Fantasia 2000 Parent Guide
Parent Movie Review
Okay… I admit it. While I complain week after week about sex and violence in movies, I found the original Fantasia to be the perfect opening to a long nap. Even Mickey didn’t work for me. After all, he shouldn’t have played with the Sorcerer’s spells in the first place. Serves him right. (This segment from the 1940’s production is included in this new compilation.)
Inviting my ten-year-old daughter along, we approached Fantasia 2000 with a large bag of candy, figuring the sugar might help improve my attention. A few moments later dancing triangles are populating the screen, attempting to form butterflies while fluttering to Beethoven’s Symphony No. 5. More candy please.
But my tranquilized state vanished after the butterflies exited and I became immersed in images of flying whales taking to the sky like fish to water. Next, an intriguing depression era treatment of New York City animated in the style of Al Hirschfeld (an illustrator whose work says “New York” all on its own) would become my favorite portion of the movie.

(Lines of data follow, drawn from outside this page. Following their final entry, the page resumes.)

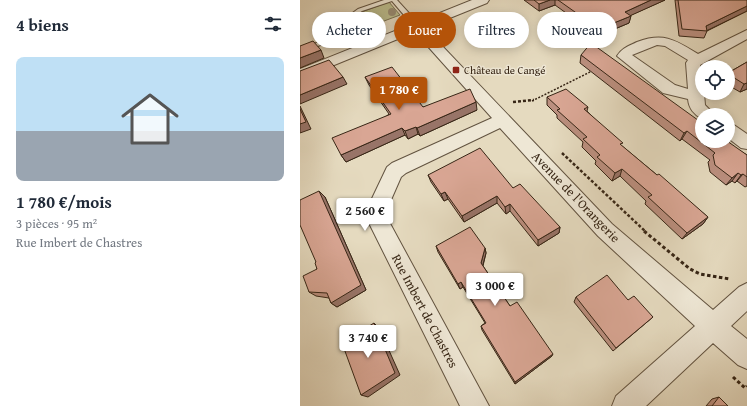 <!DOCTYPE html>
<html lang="fr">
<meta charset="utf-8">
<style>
:root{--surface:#fff;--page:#f2f2f3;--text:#1f2937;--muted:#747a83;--line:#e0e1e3;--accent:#b45309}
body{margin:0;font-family:"Gentium Book Plus",serif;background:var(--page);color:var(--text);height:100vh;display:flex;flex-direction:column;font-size:15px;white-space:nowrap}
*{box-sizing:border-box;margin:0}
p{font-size:13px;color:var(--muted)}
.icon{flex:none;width:22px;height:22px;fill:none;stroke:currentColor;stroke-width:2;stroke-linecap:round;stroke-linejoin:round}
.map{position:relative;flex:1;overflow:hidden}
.panel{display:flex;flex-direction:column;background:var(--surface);width:300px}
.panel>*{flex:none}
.top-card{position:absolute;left:12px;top:12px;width:375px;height:36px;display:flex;gap:8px}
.fabs{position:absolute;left:395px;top:60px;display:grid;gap:8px}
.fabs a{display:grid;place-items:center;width:40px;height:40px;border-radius:50%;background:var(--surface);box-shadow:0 2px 10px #0003;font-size:20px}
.price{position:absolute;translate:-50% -34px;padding:0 9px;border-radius:4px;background:#fff;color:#222;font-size:13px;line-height:26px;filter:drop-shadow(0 1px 2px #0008)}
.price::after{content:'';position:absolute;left:50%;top:24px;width:12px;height:9px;margin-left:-6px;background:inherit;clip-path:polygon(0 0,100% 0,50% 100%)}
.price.current{background:var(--accent);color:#fff}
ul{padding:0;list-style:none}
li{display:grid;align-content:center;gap:8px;height:212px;padding:0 16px}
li+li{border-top:1px solid var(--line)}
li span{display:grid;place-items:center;height:124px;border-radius:8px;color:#555}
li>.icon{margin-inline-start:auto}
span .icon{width:72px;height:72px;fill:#fffc;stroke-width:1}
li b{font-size:17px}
h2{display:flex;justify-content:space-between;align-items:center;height:48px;padding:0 16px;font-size:17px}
.tag{padding:0 14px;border-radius:18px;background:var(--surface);box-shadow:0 2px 10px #0003;font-size:14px;line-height:36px}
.tag.current{background:var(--accent);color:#fff}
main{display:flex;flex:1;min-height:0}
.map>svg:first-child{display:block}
.green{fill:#bbbd8e;stroke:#797252}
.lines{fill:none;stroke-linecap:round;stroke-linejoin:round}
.lane-casing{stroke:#625340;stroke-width:2}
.street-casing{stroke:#625340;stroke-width:2}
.path-far2{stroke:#372616;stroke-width:1.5;stroke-dasharray:2 1.5;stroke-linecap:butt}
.path-far1{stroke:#372616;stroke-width:2.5;stroke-dasharray:3 2;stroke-linecap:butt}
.path{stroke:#372616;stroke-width:3;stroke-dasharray:3.5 2.5;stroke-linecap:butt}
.lane{fill:#eee7d5;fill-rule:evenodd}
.street{fill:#eee7d5;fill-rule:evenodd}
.tree{fill:#978c73}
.wall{fill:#bb8f7f;stroke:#372616}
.shaded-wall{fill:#987468;stroke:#372616}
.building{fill:#d9a694;stroke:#372616}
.poi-dot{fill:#8f2418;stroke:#eee7d5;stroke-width:1.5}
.labels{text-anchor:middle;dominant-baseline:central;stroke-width:3;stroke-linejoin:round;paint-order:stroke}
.far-poi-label{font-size:11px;fill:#372616;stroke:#eee7d5;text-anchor:start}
.street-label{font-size:13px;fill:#372616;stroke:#eee7d5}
</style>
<main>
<section class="panel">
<h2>4 biens<svg class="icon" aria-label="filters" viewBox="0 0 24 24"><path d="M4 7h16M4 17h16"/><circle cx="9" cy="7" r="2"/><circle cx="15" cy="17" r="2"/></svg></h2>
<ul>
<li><span style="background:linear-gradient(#bfe0f5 60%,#9aa5b1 0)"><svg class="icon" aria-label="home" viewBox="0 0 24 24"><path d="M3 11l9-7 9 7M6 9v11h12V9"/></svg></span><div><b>1 780 €/mois</b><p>3 pièces · 95 m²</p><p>Rue Imbert de Chastres</p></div></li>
</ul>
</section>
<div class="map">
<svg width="447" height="406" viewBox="0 0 447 406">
<rect width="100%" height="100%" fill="#e5dabf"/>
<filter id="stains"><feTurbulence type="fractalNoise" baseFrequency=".005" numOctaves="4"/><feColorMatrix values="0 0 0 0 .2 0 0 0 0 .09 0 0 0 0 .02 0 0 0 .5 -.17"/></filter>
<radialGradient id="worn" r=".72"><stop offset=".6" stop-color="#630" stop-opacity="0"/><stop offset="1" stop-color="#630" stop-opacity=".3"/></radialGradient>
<path class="green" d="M 89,2 L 100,15 L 68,27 L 59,17 L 64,11 Z"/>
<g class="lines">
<defs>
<path id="lane" d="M 84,0 L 97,0 L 118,23 L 119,28 L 115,28 L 92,1 L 62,11 L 55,16 L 65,25 L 65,27 L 61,27 L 51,20 L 32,33 L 23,44 L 5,51 L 0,51 L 1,49 L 19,42 L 28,31 L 58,9 Z"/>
<path id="street" d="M 172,0 L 189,0 L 187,3 L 125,28 L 312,224 L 413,310 L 439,287 L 447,283 L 447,311 L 431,326 L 447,339 L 447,369 L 438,365 L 413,343 L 346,406 L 312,406 L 316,396 L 395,326 L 298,236 L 200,128 L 106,173 L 101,177 L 87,209 L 86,216 L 189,406 L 160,406 L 66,217 L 67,209 L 87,167 L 92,163 L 192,118 L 115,32 L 0,79 L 0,69 Z
M 447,30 L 447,39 L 400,65 L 402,93 L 404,93 L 405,105 L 415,115 L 402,115 L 402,119 C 394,114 389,109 388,99 L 363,93 L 317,56 C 322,48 329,46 337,42 C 364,32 375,40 398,54 ZM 357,45 L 365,46 L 388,60 L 386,63 L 388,89 L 375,85 L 332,55 Z
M 428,123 L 434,125 L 447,134 L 447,149 L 441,148 L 428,138 Z"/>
</defs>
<use href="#lane" class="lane-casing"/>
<use href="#street" class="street-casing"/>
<path class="path-far2" d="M 232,101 L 292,71"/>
<path class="path-far1" d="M 213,102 L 234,100
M 262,153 L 346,232"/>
<path class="path" d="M 344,231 L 390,269 L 400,274 L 430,279
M 433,377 L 445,388 L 447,386"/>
<use href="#lane" class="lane"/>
<use href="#street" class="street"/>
</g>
<circle class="tree" cx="92" cy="12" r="4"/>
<path class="wall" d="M 224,0 L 365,0 L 331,15 L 329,23 L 298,36 L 255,5 L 239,11 Z
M 375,0 L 447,0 L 447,11 L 407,31 L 404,38 L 379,36 Z
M 281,55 L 447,155 L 447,186 L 445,187 L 437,181 L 435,183 L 432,181 L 426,185 L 410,172 L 408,162 L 410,160 L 382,139 L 380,141 L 280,63 Z
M 447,62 L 447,89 L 440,92 L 428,85 L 428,73 Z
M 65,77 L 123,107 L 177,110 L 120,136 L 118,134 L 108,139 L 105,135 L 46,162 L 41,155 L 89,114 L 69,85 Z
M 247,97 L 288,107 L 287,111 L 322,146 L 357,175 L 408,217 L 403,224 L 382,239 L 345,204 L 346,201 L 320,176 L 312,181 L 295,164 L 296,161 L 282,147 L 283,142 L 257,118 L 257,115 L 247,105 Z
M 128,175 L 213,188 L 260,227 L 259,233 L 238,246 L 210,211 L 206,214 L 197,203 L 164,222 L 148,199 L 144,201 L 131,182 Z
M 25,197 L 66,290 L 37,307 L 31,303 L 29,298 L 16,296 L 9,292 L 17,269 L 16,262 Z
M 136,246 L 185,248 L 186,253 L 183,266 L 210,306 L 252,356 L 215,384 L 182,330 L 181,326 L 185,323 L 163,287 L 160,289 L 138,252 Z
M 276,297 L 328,300 L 353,317 L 313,351 L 274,302 Z
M 419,397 L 428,406 L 406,406 L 412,399 Z"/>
<path class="shaded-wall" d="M 250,0 L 255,0 L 255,5 L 239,11 L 239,4 Z
M 351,0 L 365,0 L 323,19 L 325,12 Z
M 447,6 L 447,11 L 406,31 L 406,26 Z
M 331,16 L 329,23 L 298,36 L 299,29 Z
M 21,50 L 24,58 L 0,68 L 0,58 Z
M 43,77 L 47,84 L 0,104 L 0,95 Z
M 447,83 L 447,89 L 440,92 L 444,84 Z
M 176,102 L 177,110 L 120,136 L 117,128 Z
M 0,106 L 11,129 L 0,133 Z
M 116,127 L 118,134 L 108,139 L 105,131 Z
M 102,128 L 105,135 L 46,162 L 41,155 Z
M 387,131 L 382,139 L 380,141 L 384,133 Z
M 322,169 L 320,176 L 312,181 L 315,173 Z
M 438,173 L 432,181 L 426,185 L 432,178 Z
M 443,174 L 437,181 L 435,183 L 441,175 Z
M 19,191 L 25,197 L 66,290 L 37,307 L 31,303 Z
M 145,192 L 148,199 L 144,201 L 141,194 Z
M 197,196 L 197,203 L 164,222 L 162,216 Z
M 210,204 L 210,211 L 206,214 L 205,207 Z
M 408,217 L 403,224 L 382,239 L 387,233 Z
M 260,227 L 259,233 L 238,246 L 238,240 Z
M 185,248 L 186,253 L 182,268 L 181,263 Z
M 161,282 L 163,287 L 160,289 L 158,284 Z
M 74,323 L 79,328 L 100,375 L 68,397 L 61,395 Z
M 253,354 L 252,356 L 215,384 L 215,382 Z"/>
<path class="building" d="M 234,0 L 250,0 L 239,4 Z
M 258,0 L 351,0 L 325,12 L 331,16 L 299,29 Z
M 378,0 L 447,0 L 447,6 L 406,26 L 407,31 L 382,29 Z
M 13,41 L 21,50 L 0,58 L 0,46 Z
M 291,43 L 402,123 L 402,141 L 427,141 L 447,155 L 447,177 L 443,174 L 441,175 L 438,173 L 432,178 L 415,165 L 413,155 L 415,153 L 387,131 L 384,133 L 281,55 Z
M 29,60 L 43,77 L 0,95 L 0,71 Z
M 447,62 L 447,83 L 444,84 L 428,74 L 428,73 Z
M 92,67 L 123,107 L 170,89 L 176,102 L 117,128 L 116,127 L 105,131 L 102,128 L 41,155 L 32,138 L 91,114 L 65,77 Z
M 266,89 L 288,107 L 284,109 L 323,143 L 320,144 L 357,175 L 359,174 L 408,217 L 387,233 L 348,197 L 352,195 L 322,169 L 315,173 L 297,157 L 300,155 L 283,139 L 287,137 L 257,110 L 260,109 L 247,97 Z
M 0,109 L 6,122 L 0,124 Z
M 180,148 L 213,188 L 220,184 L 260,227 L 238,240 L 210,204 L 205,207 L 197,196 L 162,216 L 145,192 L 141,194 L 128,175 Z
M 19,191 L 61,285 L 31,303 L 27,293 L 9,292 L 3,276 L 17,269 L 15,263 L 16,262 L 0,225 L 0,200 Z
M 170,227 L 185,248 L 181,263 L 210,306 L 217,302 L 253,354 L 215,382 L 181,326 L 186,323 L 161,282 L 158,284 L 136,246 Z
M 307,275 L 328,300 L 334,296 L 353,317 L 316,348 L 276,297 Z
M 74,323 L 95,373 L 61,395 L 42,343 Z
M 419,397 L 428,406 L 412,406 Z"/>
<rect class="poi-dot" x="152" y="66" width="8" height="8" rx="2"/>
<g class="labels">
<g class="far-poi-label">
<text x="164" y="70">Château de Cangé</text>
</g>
<g class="street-label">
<text transform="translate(276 197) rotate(46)">Avenue de l'Orangerie</text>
<text transform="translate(125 311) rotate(62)">Rue Imbert de Chastres</text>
</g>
</g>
<rect width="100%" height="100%" filter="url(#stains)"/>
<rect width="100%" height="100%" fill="url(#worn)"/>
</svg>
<div class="fabs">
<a><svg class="icon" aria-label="locate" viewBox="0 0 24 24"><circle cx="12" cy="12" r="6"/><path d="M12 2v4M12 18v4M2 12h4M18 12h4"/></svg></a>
<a><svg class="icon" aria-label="layers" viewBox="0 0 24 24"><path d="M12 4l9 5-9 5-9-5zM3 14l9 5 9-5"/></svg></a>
</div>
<b class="price current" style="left:99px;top:111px">1 780 €</b>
<b class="price" style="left:65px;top:232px">2 560 €</b>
<b class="price" style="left:195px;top:307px">3 000 €</b>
<b class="price" style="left:68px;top:359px">3 740 €</b>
<div class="top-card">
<a class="tag">Acheter</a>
<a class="tag current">Louer</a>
<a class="tag">Filtres</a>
<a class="tag">Nouveau</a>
</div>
</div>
</main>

Set to the city’s most famous piece of music (sorry Sinatra fans), George Gershwin ‘s “Rhapsody in Blue,” the piece illustrates the interdependencies of city dwellers.
Other enchanting moments include a yo-yo touting dancing flamingo and Donald Duck acting as Noah’s assistant, making this Fantasia come alive with new stunning animation techniques and more story-based ideas. It was also a pleasure to hear something besides gunshots and explosions from the Cineplex’s massive sound system.
Very mild throughout, parents’ only concerns may arise in two segments. In a rendition of Hans Christians Anderson’s “The Steadfast Tin Soldier,” a ballerina is held hostage by a large, sinister jack-in-the-box. Young viewers may be frightened when the one-legged tin soldier’s attempts to save her resulting in the jack-in-the-box’s fiery demise. A more troubling moment occurs during one of the celebrity intros seen before each segment, when shock magicians Penn & Teller cut off a hand. The disturbing trick is totally out of place in a film like this.
Otherwise Fastasia 2000 left me wide-awake and asking for more—and we even had some candy left over.Starring Steve Martin, Quincy Jones, Itzhak Perlman. Running time: 75 minutes. Theatrical release December 31, 1999. Updated November 8, 2010
Fantasia 2000 Parents' Guide
Although there is no dialogue during the animated portions of this film, how does the music contribute to telling the story?
This movie may be a great way to introduce a variety of classical musical styles to your family.
The most recent home video release of Fantasia 2000 movie is November 14, 2000. Here are some details…
Disney’s Fantasia 2000 releases on DVD on November 14, 2000. Bonus extras include:
- A digital-to-digital transfer
- A commentary by Roy E. Disney (executive producer), maestro James Levine and Don Ernst (producer)
- A commentary by the directors and art directors for each film segment
- Featurette: The Making of ‘Fantasia 2000’
- Disney’s 1953 Academy Award-winning animated short: Toot, Whistle, Plunk and Boom
- Animated short: Melody
- A commemorative booklet, highlighting the art, music and filmmaking technology brought together for the film
- A showcase sampler, offering highlights from each segment of the film
- The original theatrical trailer
Related home video titles:
Fantasia 2000 is being packaged for release on blu-ray with its sequel, Fantasia.